Holy poo poo, sorry it took me a few pages to reply, but from the Tuxedo NJTransit station we started on the red blazed Ramapo-Dunderberg trail, took our detour at Claudius Smith Den by taking the also-red Tuxedo - Mt. Ivy to a brief turn via White Bar to the Triangle trail (we had to switchback to go the right way) lunching at Lake Sebago. The most strenuous part was hiking back to Claudius Smith Den the way we came (it was heavenly to have a change of shirt). From there go south on Blue Disc through (or past) Elbow Brush and Almost Perpendicular, turning back north on white-blazed Kakiat back to the Ramapao-Dunderberg trailhead. All told it took about seven hours. It's a little swampy so pack some bugspray. Also, I felt like a pro by packing a paper fan (kept the flies away AND kept me cool).

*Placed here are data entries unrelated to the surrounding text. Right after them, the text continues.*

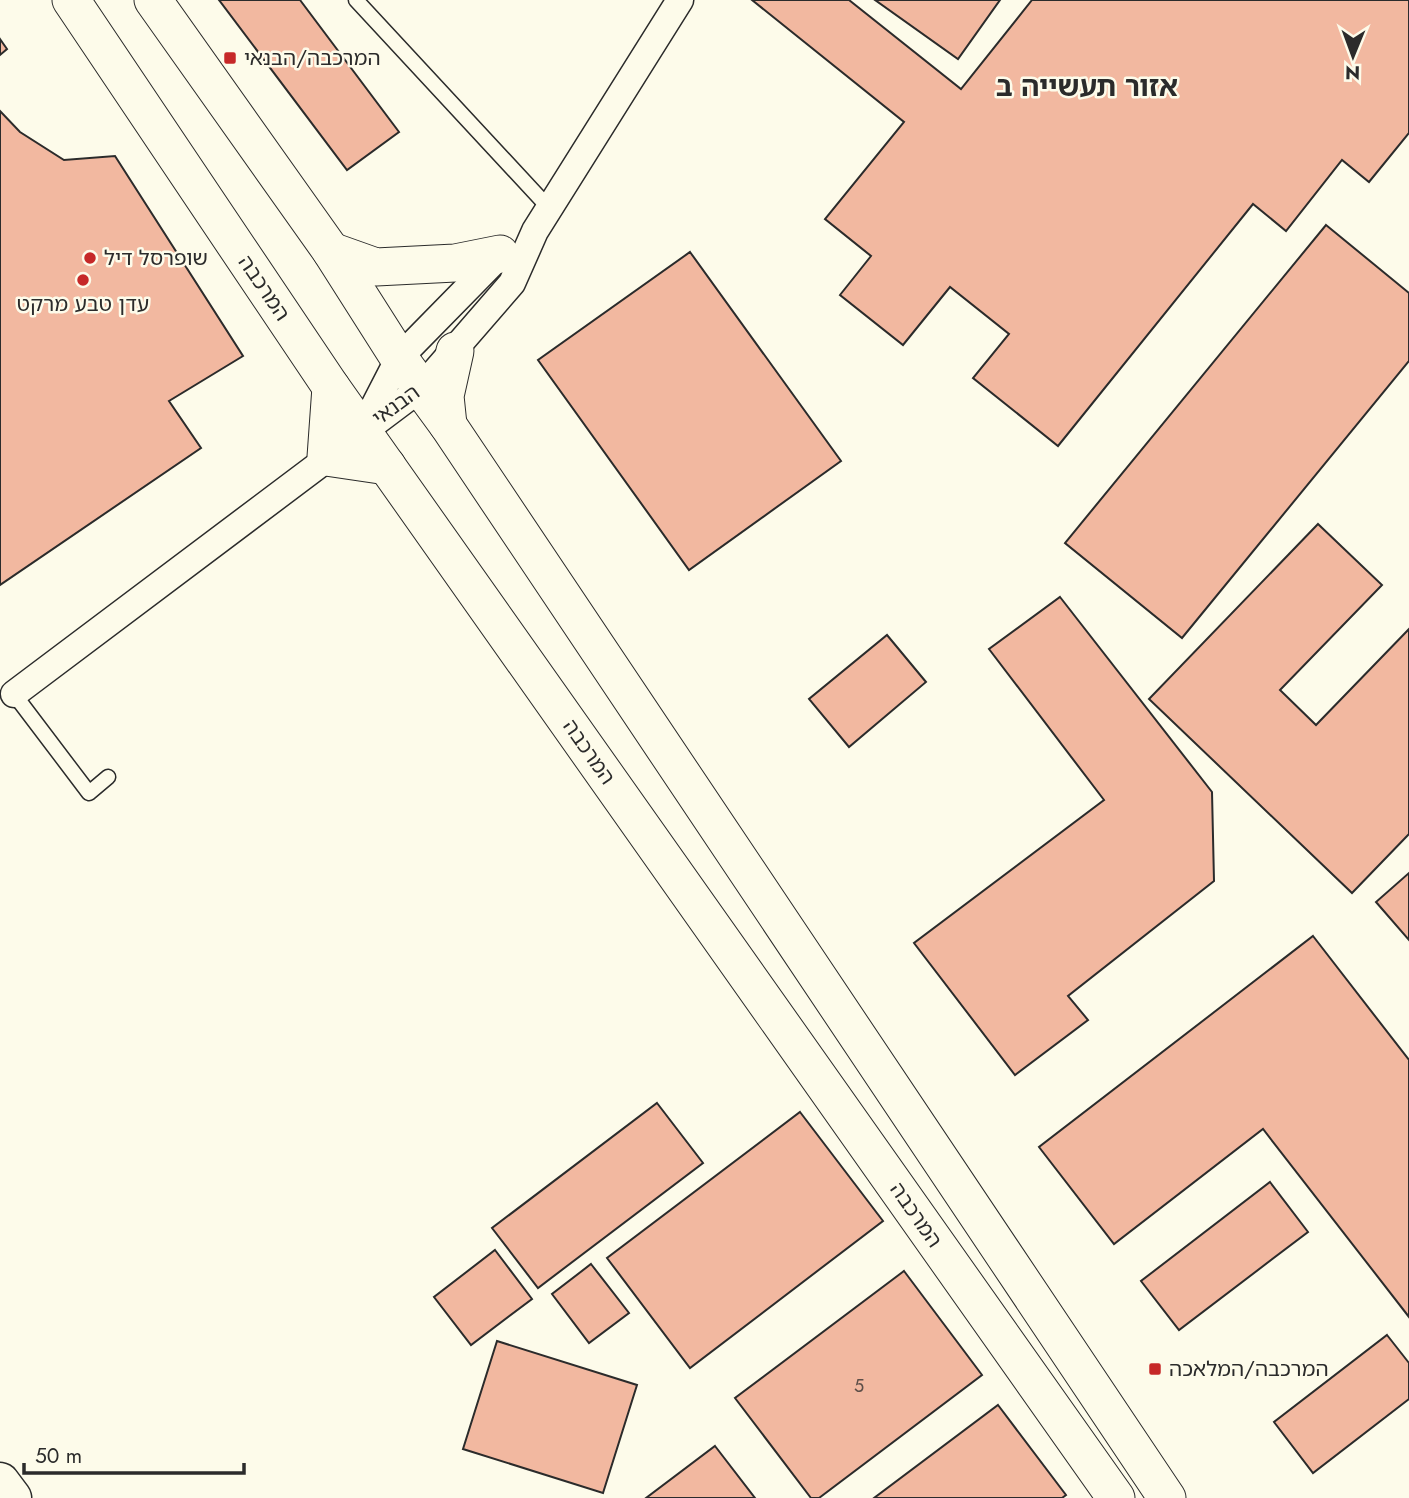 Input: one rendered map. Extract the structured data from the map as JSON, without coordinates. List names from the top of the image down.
{
  "streets": {
    "street": ["המרכבה", "הבנאי"]
  },
  "crossings": [
    ["המרכבה", "הבנאי"]
  ],
  "districts": ["אזור תעשייה ב"],
  "places": {
    "transit": ["המרכבה/הבנאי", "המרכבה/המלאכה"],
    "other": ["שופרסל דיל", "עדן טבע מרקט"]
  },
  "house_numbers": ["5"],
  "scale_bar": "50 m",
  "north": "bottom"
}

Unfortunately I work weekends so I have to find some other way of getting to Breakneck Ridge other than the stop there. Although I'm not opposed to stopping at a further station if it just means a longer hike! I do really want to see the Hudson valley badly, though, so I was thinking about hitting up Bear Mountain next if it works out better transit-wise.

Yesterday I did a nine mile loop further north, starting at the Lake Skannatati trailhead. I topped Hogencamp, Black Rock, Surebridge, Island Pond, and Pine Swamp Mountains, via Times Square and the Lemon Squeezer. All those little 100-200 foot climbs add up, lemme tell you; I felt more exhausted after that loop than I did climbing 1800 feet in one go up Slide Mountain. If only I could hike enough to actually get and stay in shape. Going out once a month isn't enough, but it's all I can afford.

Yesterday was a gorgeous day and it was a great outing. I hope to put some pictures up when I have access to a computer, maybe tonight or tomorrow.

Time Cowboy
Nov 4, 2007

But Tarzan... The strangest thing has happened! I'm as bare... as the day I was born!

omgmofohomolol posted:

Do you have a car you drove out there or perhaps take a bus that stops near the Skannatatati trailhead? I checked it out and the map has a ton of "scenic viewpoint" stars there so I'm jealous -- post some pics! I'm trying to plan a last-minute hike for tomorrow and it's half-infuriating, half-blessing to be relying on public transit. Instead of Bear Mountain I think we might take a modified summit up Sugarloaf Mountain then back down Breakneck Ridge, starting and stopping at the Cold Spring train station.

I'd love to rent a car and head off into some remote place (Catskills, Adirondacks calling!), but like you I'm at an affordability limit; I justify it by saying to myself that I'm cutting my carbon emission. I don't know if you'd be interested but if you pass through Brooklyn and you'd want to pick up two chill dudes and possibly a chiller miniature dachshund that will try to out-hike you, we'd throw in some cash money. omgmofohomolol@gmail.com

I'd love to have hiking buddies (and I'd love help with the tolls and gas even more), especially on trips farther afield than Harriman. Before you consider hiking with me, though, you should know some things: I'm fat and disgustingly out of shape, easily winded on uphills and exceedingly slow and careful on rocky descents. On this hike I averaged 1.8 mph, not counting my lunch break. Plus, I'm only free on weekends, and I think you said earlier that you have to work those days. That said, if you're willing to put up with a slow hambeast who takes lots of pictures, we might be able to work something out. I'll email you later, I only have ten more minutes on this machine before the library times me out.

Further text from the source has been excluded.